Positive sensory area manifests as abnormal sensation in the contralateral limb or head in a pulsatile manner, mostly in the form of numbness; stimulation of the sensory area may also sometimes cause limb movement.
Speech area monitoring.
The recommended language tasks are: counting and picture naming.
①Counting task: The patient counts from 1 to 10 and keeps repeating it during the electrical stimulation after waking up. If the patient has an interruption in counting while the electrical stimulation is in progress and resumes rapidly after stopping the stimulation, the stimulation area is initially defined as the motor speech center or the motor area associated with the facial muscles.
②Naming task: A set (>30) of black and white pictures with common objects drawn on them is presented to the patient in its entirety through the screen. The patient names the pictures immediately after seeing the slide and says “This is… (name of object)…”. At least one picture was intervened between each 2 stimulation sessions. During the electrical stimulation, the abnormal performance of the patient suggested that the area was a variety of relevant language centers. Picture materials are recommended to use pictures of objects that have been standardized for Chinese language.

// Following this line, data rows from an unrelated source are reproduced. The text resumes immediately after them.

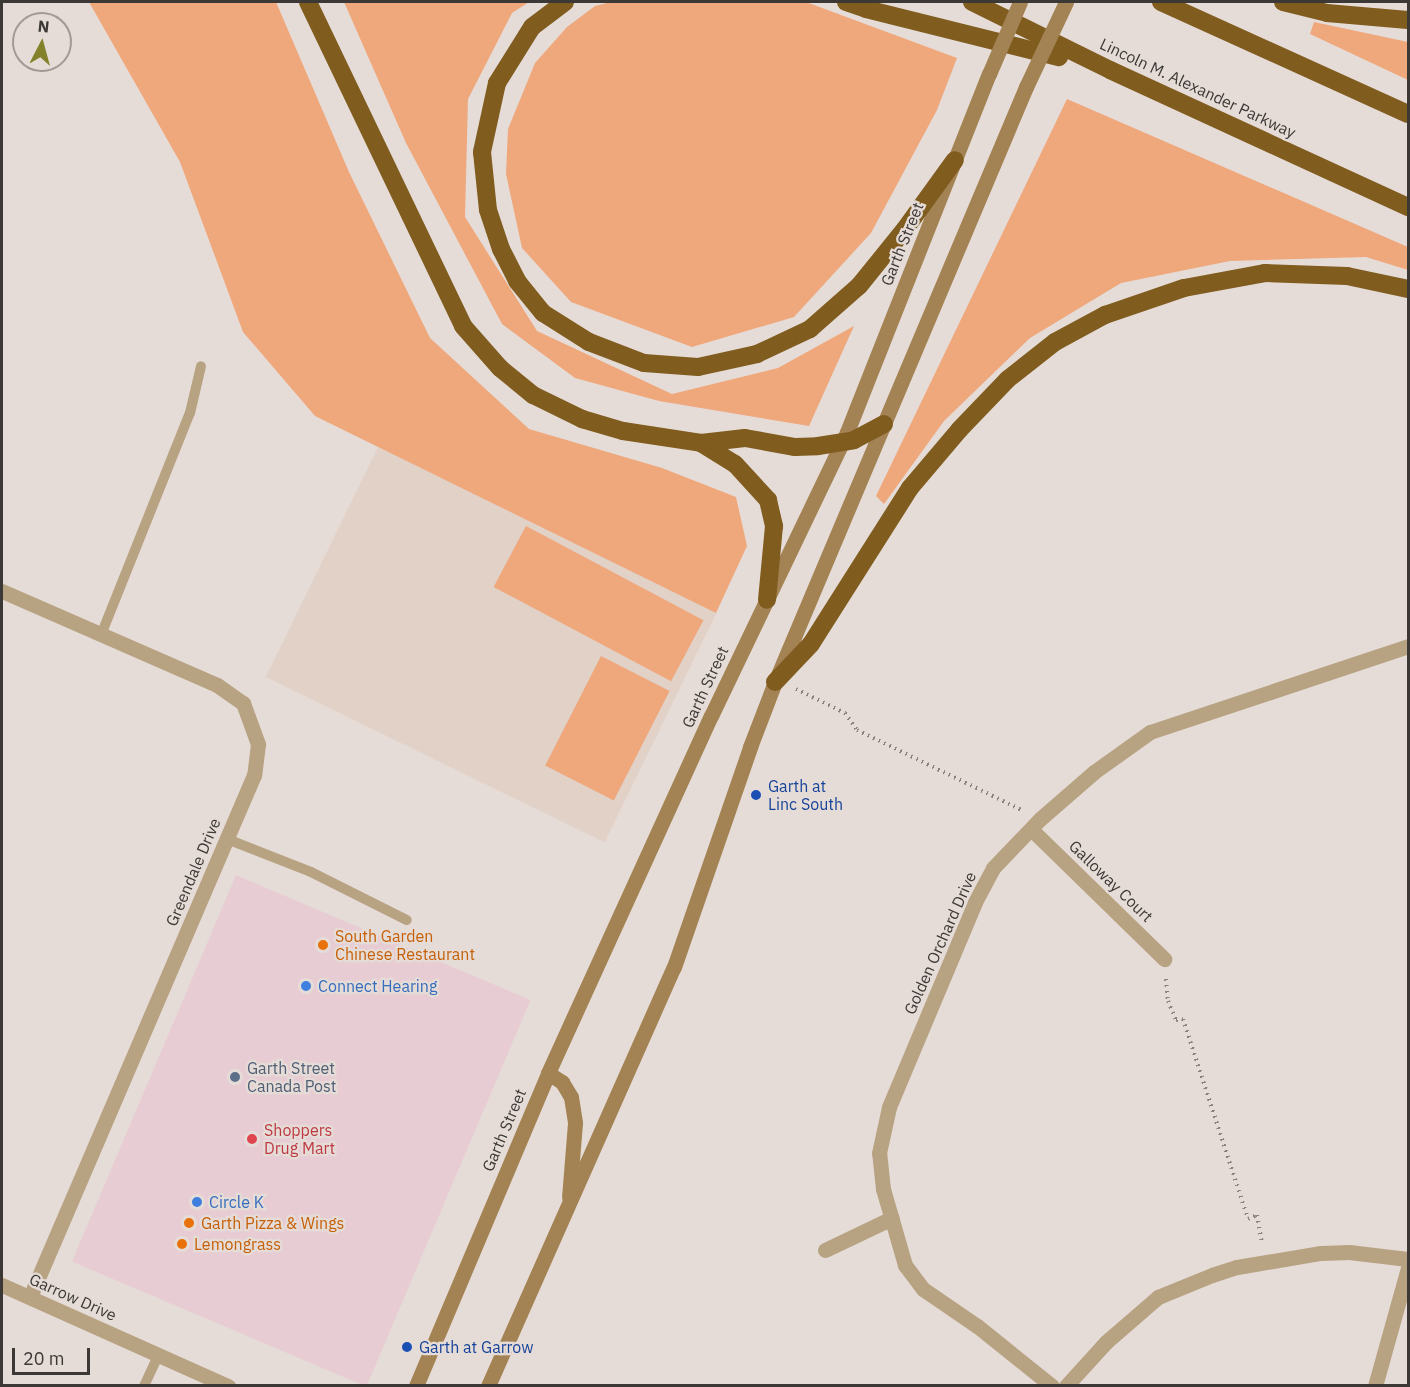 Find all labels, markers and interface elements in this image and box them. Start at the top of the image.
north arrow [12,12,72,72]
text: N [37,16,50,37]
street label: Lincoln M. Alexander Parkway [1097,34,1299,142]
street label: Garth Street [877,200,927,288]
street label: Garth Street [678,643,732,731]
place label: Garth at Linc South [768,776,843,814]
marker: Garth at Linc South [749,788,763,802]
street label: Greendale Drive [162,815,224,929]
street label: Galloway Court [1065,836,1157,926]
street label: Golden Orchard Drive [900,869,980,1017]
place label: South Garden Chinese Restaurant [335,926,475,964]
marker: South Garden Chinese Restaurant [316,938,330,952]
place label: Connect Hearing [318,976,437,996]
marker: Connect Hearing [299,979,313,993]
place label: Garth Street Canada Post [247,1058,336,1096]
marker: Garth Street Canada Post [228,1070,242,1084]
street label: Garth Street [478,1086,530,1174]
place label: Shoppers Drug Mart [264,1120,335,1158]
marker: Shoppers Drug Mart [245,1132,259,1146]
place label: Circle K [209,1192,264,1212]
marker: Circle K [190,1195,204,1209]
place label: Garth Pizza & Wings [201,1213,344,1233]
marker: Garth Pizza & Wings [182,1216,196,1230]
place label: Lemongrass [194,1234,281,1254]
marker: Lemongrass [175,1237,189,1251]
street label: Garrow Drive [26,1269,120,1325]
scale bar [15,1336,93,1374]
place label: Garth at Garrow [419,1337,534,1357]
marker: Garth at Garrow [400,1340,414,1354]
text: 20 m [23,1347,65,1370] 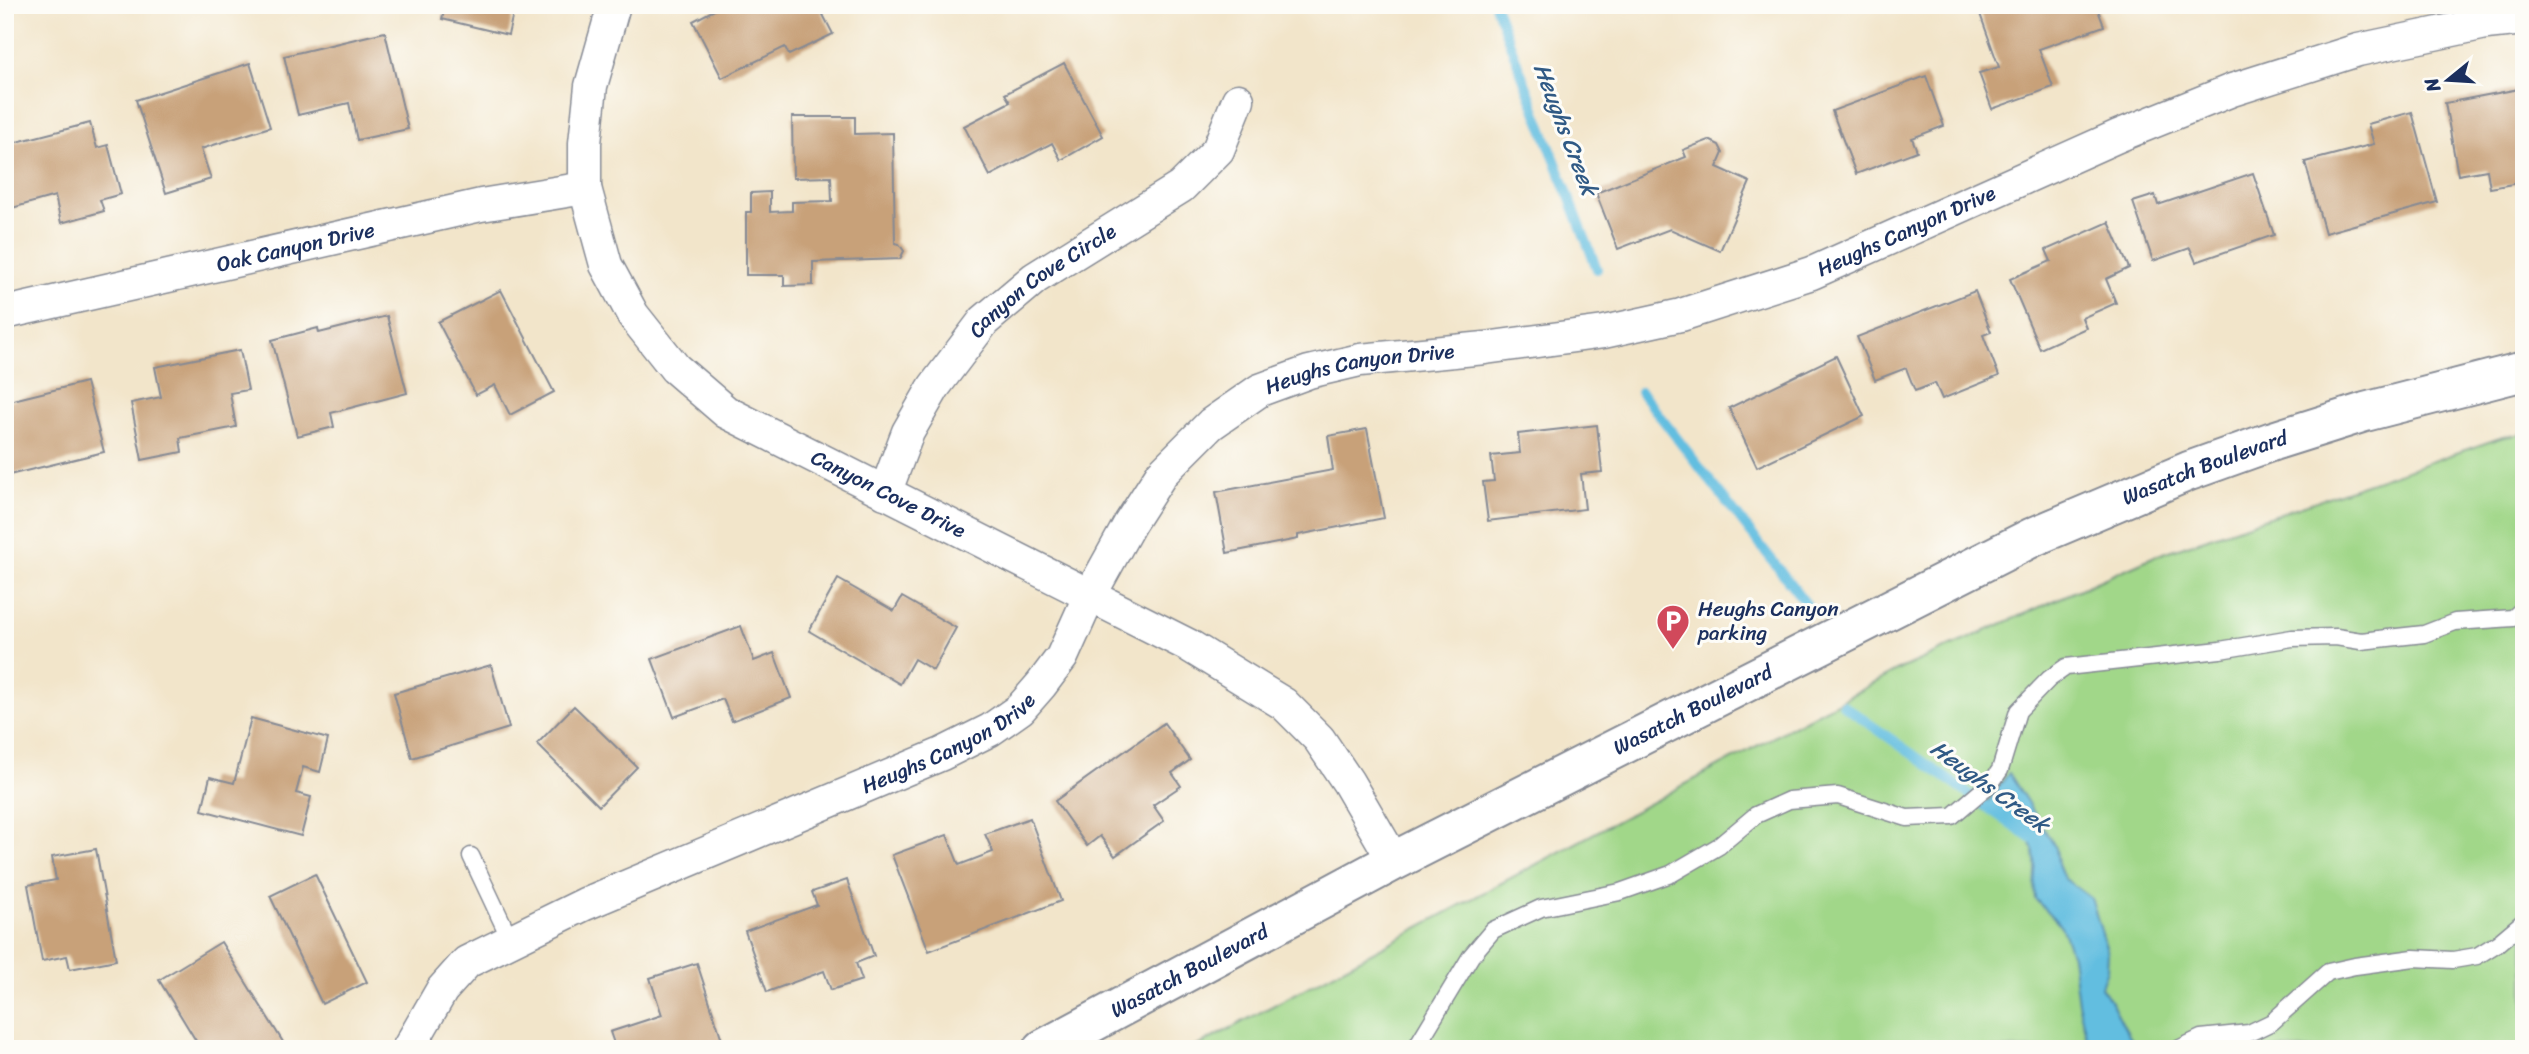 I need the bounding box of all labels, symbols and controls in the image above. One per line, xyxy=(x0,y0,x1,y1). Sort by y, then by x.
north arrow xyxy=(2414,46,2484,116)
water label: Heughs Creek xyxy=(1521,57,1611,204)
text: N xyxy=(2414,73,2450,97)
street label: Heughs Canyon Drive xyxy=(1810,174,2002,288)
street label: Oak Canyon Drive xyxy=(213,211,379,283)
street label: Canyon Cove Circle xyxy=(958,213,1124,346)
street label: Heughs Canyon Drive xyxy=(1259,332,1456,406)
street label: Wasatch Boulevard xyxy=(2116,418,2294,516)
street label: Canyon Cove Drive xyxy=(804,439,973,549)
place label: Heughs Canyon parking xyxy=(1697,590,1839,652)
parking icon: Heughs Canyon parking xyxy=(1654,602,1692,651)
street label: Wasatch Boulevard xyxy=(1606,652,1781,766)
street label: Heughs Canyon Drive xyxy=(856,684,1045,805)
water label: Heughs Creek xyxy=(1921,729,2060,846)
street label: Wasatch Boulevard xyxy=(1103,912,1277,1029)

(③) Subcortical monitoring: The important structures in the language area that need to be monitored and protected are the arcuate fasciculus, suboccipital frontal fasciculus, and subcingulate fasciculus.
7.Lesion removal strategy
On the premise of preserving the important functional structures, choose the appropriate surgical access to remove the lesion as much as possible. At the same time, attention should be paid to protect the normal arteries and important drainage vessels on the brain surface. The resection process can be alternated with subcortical electrical stimulation to identify important subcortical functional structures and protect them. After removal of the lesion, intraoperative magnetic resonance scanning, intraoperative ultrasound or fluorescence imaging can be applied to observe whether there is residual lesion.
8. Prognostic evaluation and follow-up
It is strongly recommended to perform enhanced MRI examination within 24-48h after surgery to evaluate the extent of tumor resection. It is recommended to evaluate the KPS score, speech function, motor function and quality of life of patients at 1-3d, 3 weeks, 3 months and 12 months after surgery, respectively. The evaluation process is recommended to use a combination of neuroimaging and behavioral scales.
The key to glioma surgery is to maximize tumor removal while preserving function. Maximum safe tumor removal is strongly recommended for primary high-grade (WHO grade III-IV) or low-grade (WHO grade II) gliomas that are confined to the lobes of the brain. Through precise and reliable individualized localization of functional areas, maximum resection of the lesion while monitoring and protecting the patient’s vital functions can effectively avoid the occurrence of permanent postoperative neurological impairment and significantly improve the patient’s postoperative quality of survival. Intraoperative subcortical arousal and direct subcortical electrical stimulation techniques are considered to be the “gold standard” for functional brain localization.